In reality, smaller businesses are managed for the benefit of shareholders. That is common and understandable. As such, there are usually adjustments to be made in order to bring the P&L back into a “normalised’ state. These are likely to involve items including salaries, shareholder personal expenses, office leases and debt. It may also include depreciation and amortisation adjustments to produce an EBITDA result.
In any case, it will better reflect an expense base that will remain going forward with new owners. The resulting normalised profit figure will be the basis of a discussion on a multiple.
It is rare for a small to medium recruitment agency to be acquired without some type of earnout or payments into the future. While it can happen, that may be largely due to personal circumstances, perhaps the owner’s health or other pressing external factors, increasing the perceived risk for the buyer. Increased risk translates to lower price.
Negotiations around earnouts are a balance of risk and reward for both parties – the seller wants as much money as possible upfront and no ongoing performance obligations; the buyer wants to arrange an ownership transition and pay on future performance.
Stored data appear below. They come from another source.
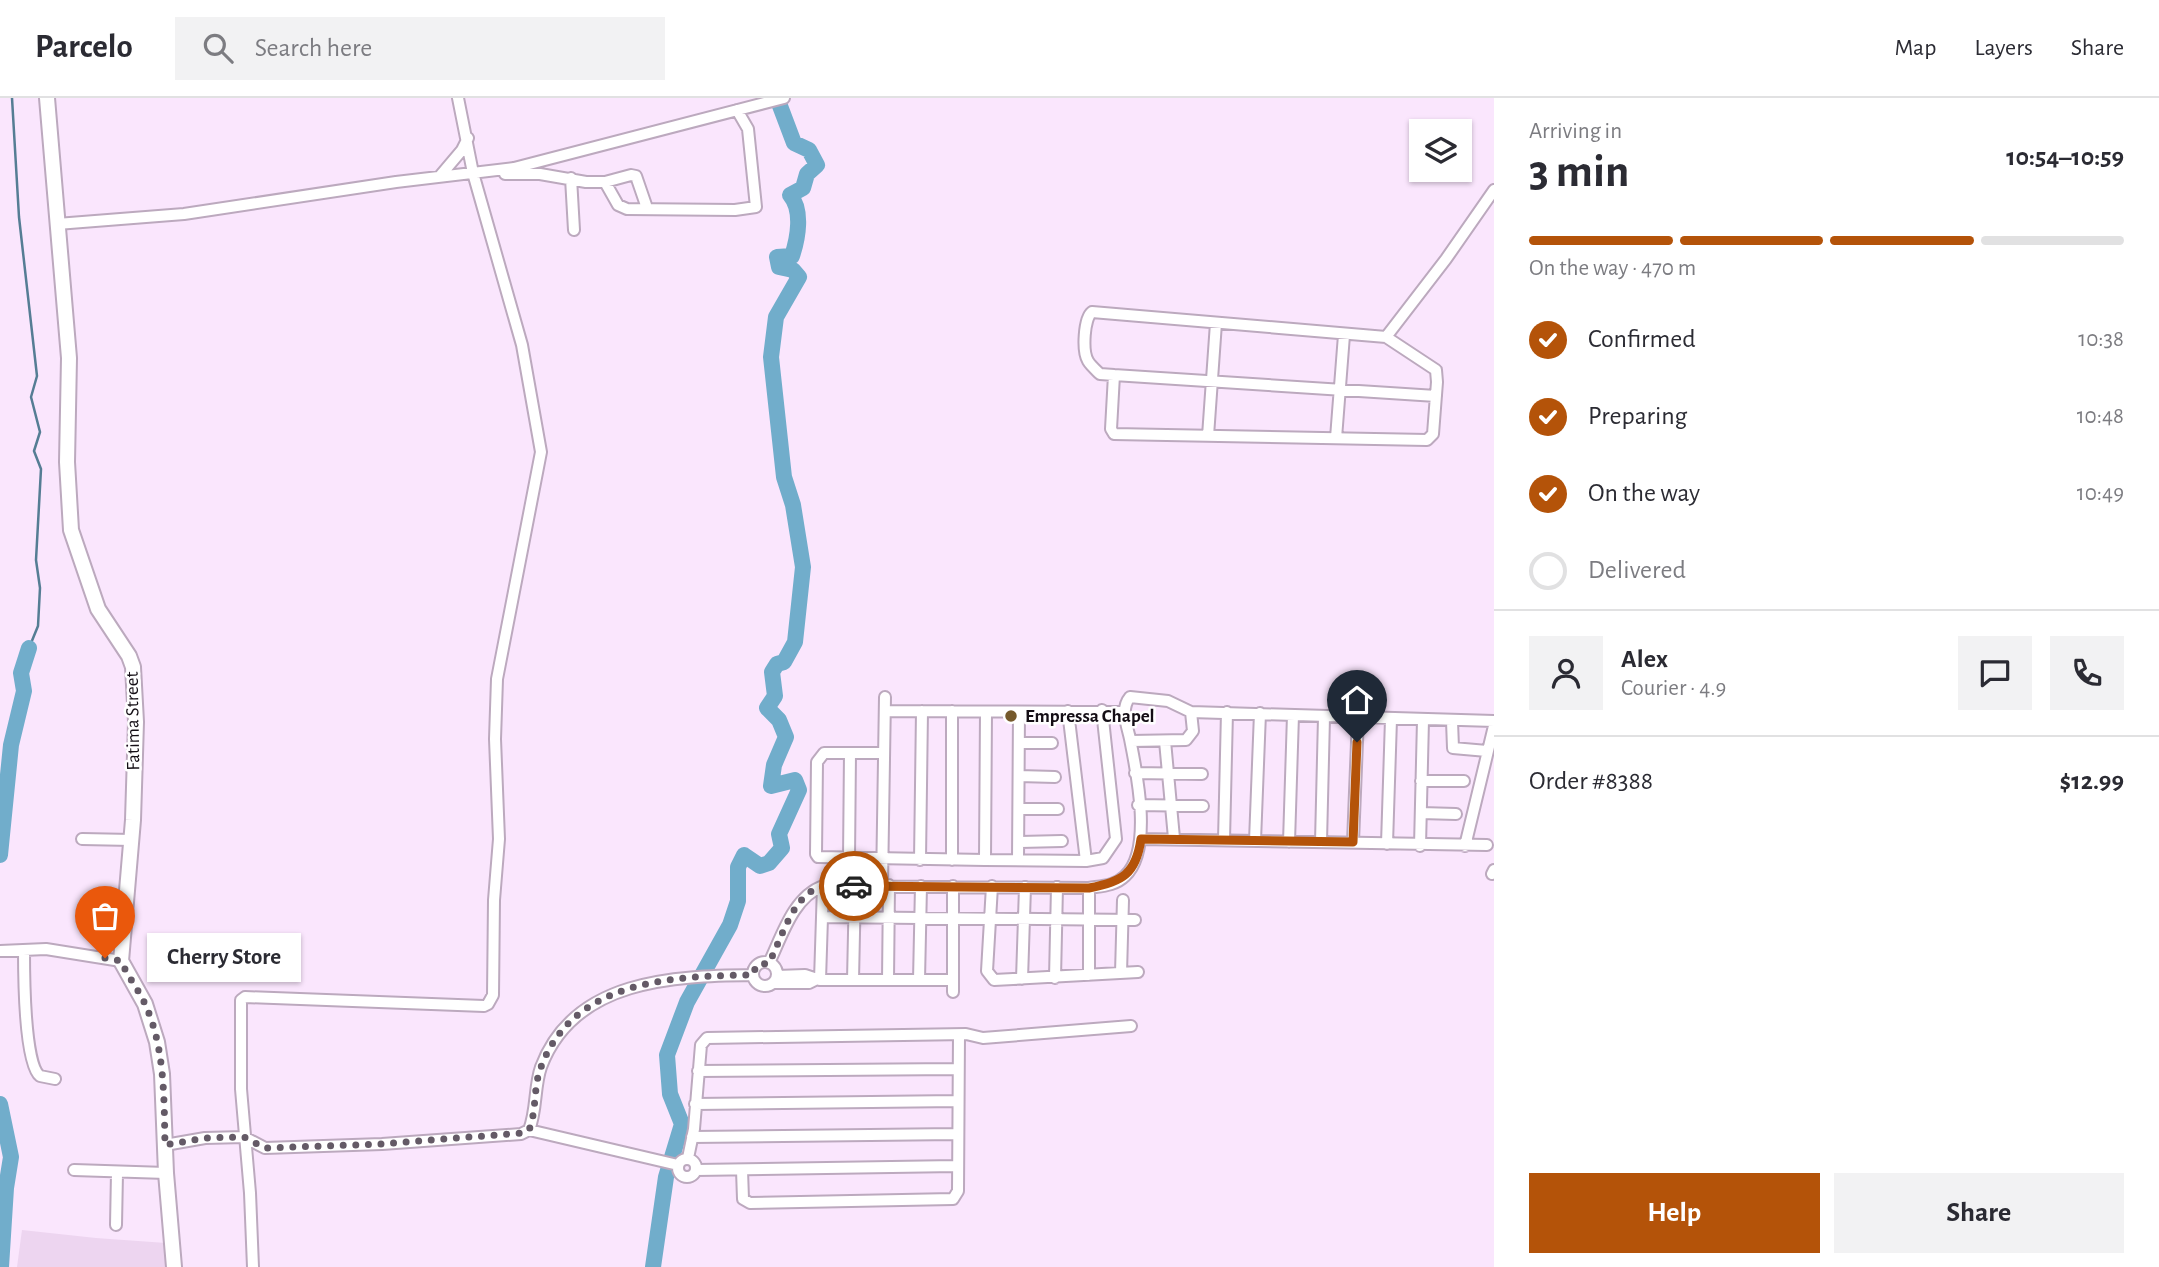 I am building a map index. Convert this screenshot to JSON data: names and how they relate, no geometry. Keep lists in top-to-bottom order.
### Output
{
  "streets": {
    "street": ["Fatima Street"]
  },
  "places": ["Empressa Chapel", "Cherry Store"],
  "page": {
    "header": "Parcelo",
    "search": "Search here",
    "nav": ["Map", "Layers", "Share"],
    "heading": ["3 min", "Arriving in", "10:54–10:59"],
    "panel": [
      "Alex",
      "Courier · 4.9",
      "Order #8388",
      "$12.99"
    ],
    "bar": "On the way · 470 m",
    "list": [
      ["Confirmed", "10:38"],
      ["Preparing", "10:48"],
      ["On the way", "10:49"],
      "Delivered"
    ],
    "bubble": "Cherry Store",
    "buttons": ["Help", "Share"]
  }
} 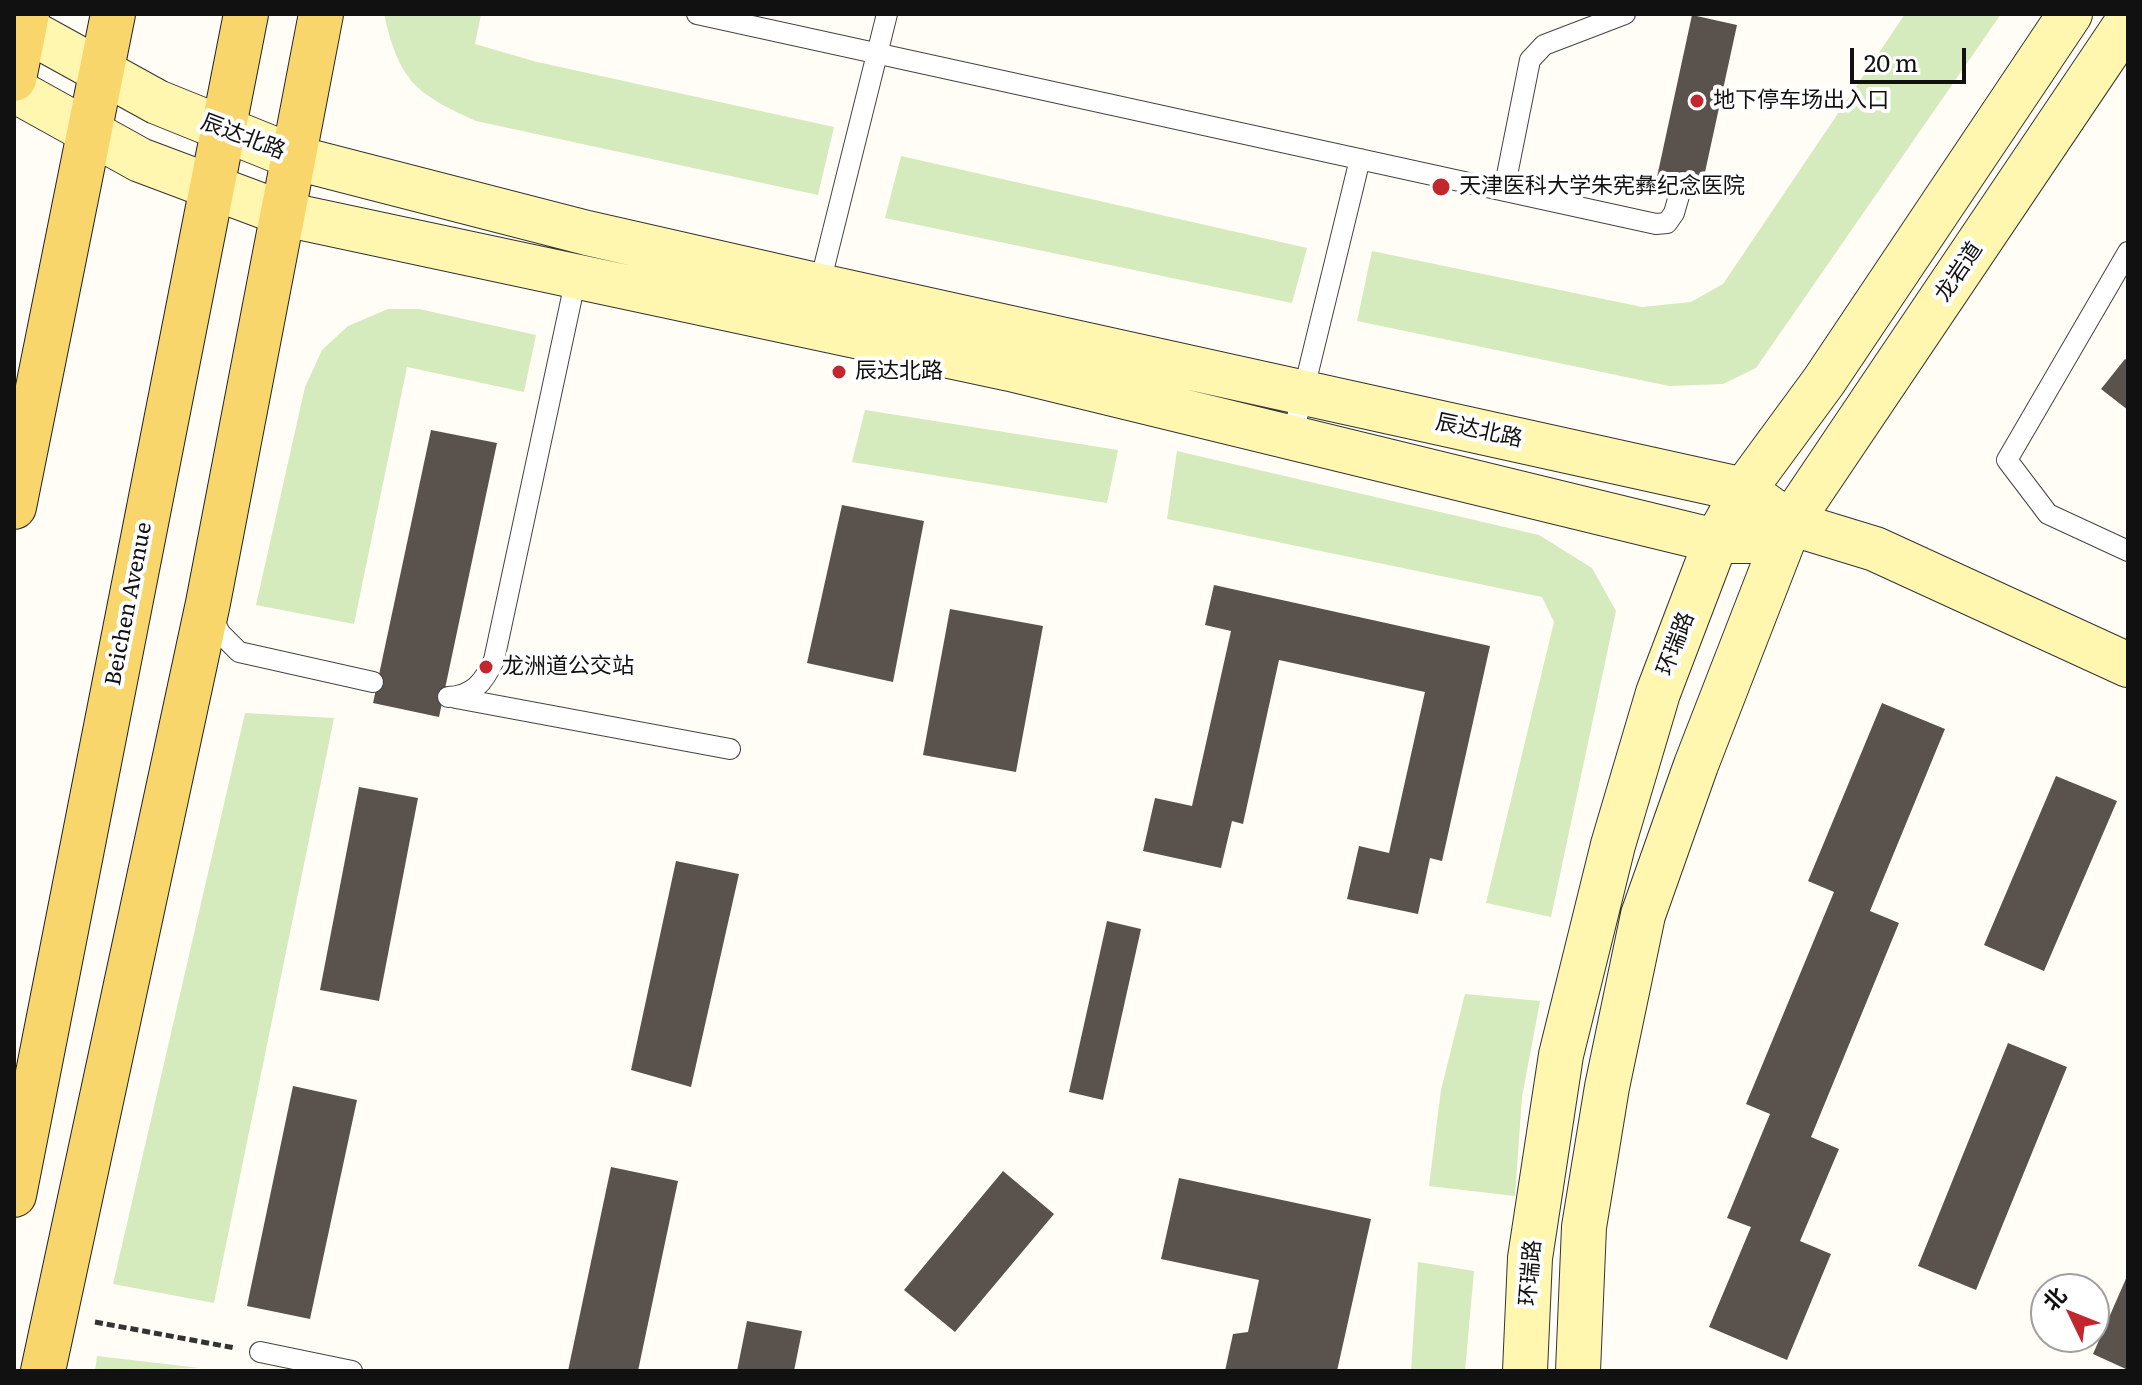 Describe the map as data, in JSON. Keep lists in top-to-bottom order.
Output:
{
  "streets": {
    "main road": ["Beichen Avenue"],
    "street": ["辰达北路", "龙岩道", "环瑞路"]
  },
  "crossings": [
    ["辰达北路", "龙岩道"],
    ["辰达北路", "Beichen Avenue"],
    ["辰达北路", "环瑞路"]
  ],
  "places": [
    "地下停车场出入口",
    "天津医科大学朱宪彝纪念医院",
    "辰达北路",
    "龙洲道公交站"
  ],
  "scale_bar": "20 m",
  "north": "top left"
}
How this future payment is negotiated has a significant bearing on the overall risk of the transaction and on the potential size of the deal and then the ultimate return to the seller.
The more a seller agrees to be paid on future performance (i.e. the more risk sellers accept) the greater the potential deal value. The multiple of profit may vary with the deal structure agreed. This can be a very challenging area to negotiate without experienced advice and assistance. And is the case for both parties.
It is common, but not standard, that the acquirer will be seeking an agreed amount of working capital to be left within the business. This can be a major negotiation item during the sale process. There are plenty of examples of complex negotiations around this issue. Unfortunately, it is not a ‘black and white’ issue.
Each recruitment business has different working capital requirements and different shareholders will manage their balance sheet in different ways. For example, a perm placement-oriented business usually generates excess cash, and the owner can choose to leave that in the business or withdraw it for other activity. A contractor-oriented company requires working capital to cover the period between paying contractors or temp staff and being paid by their clients. This often requires external funding to be in place to cover the shortfall in the interim.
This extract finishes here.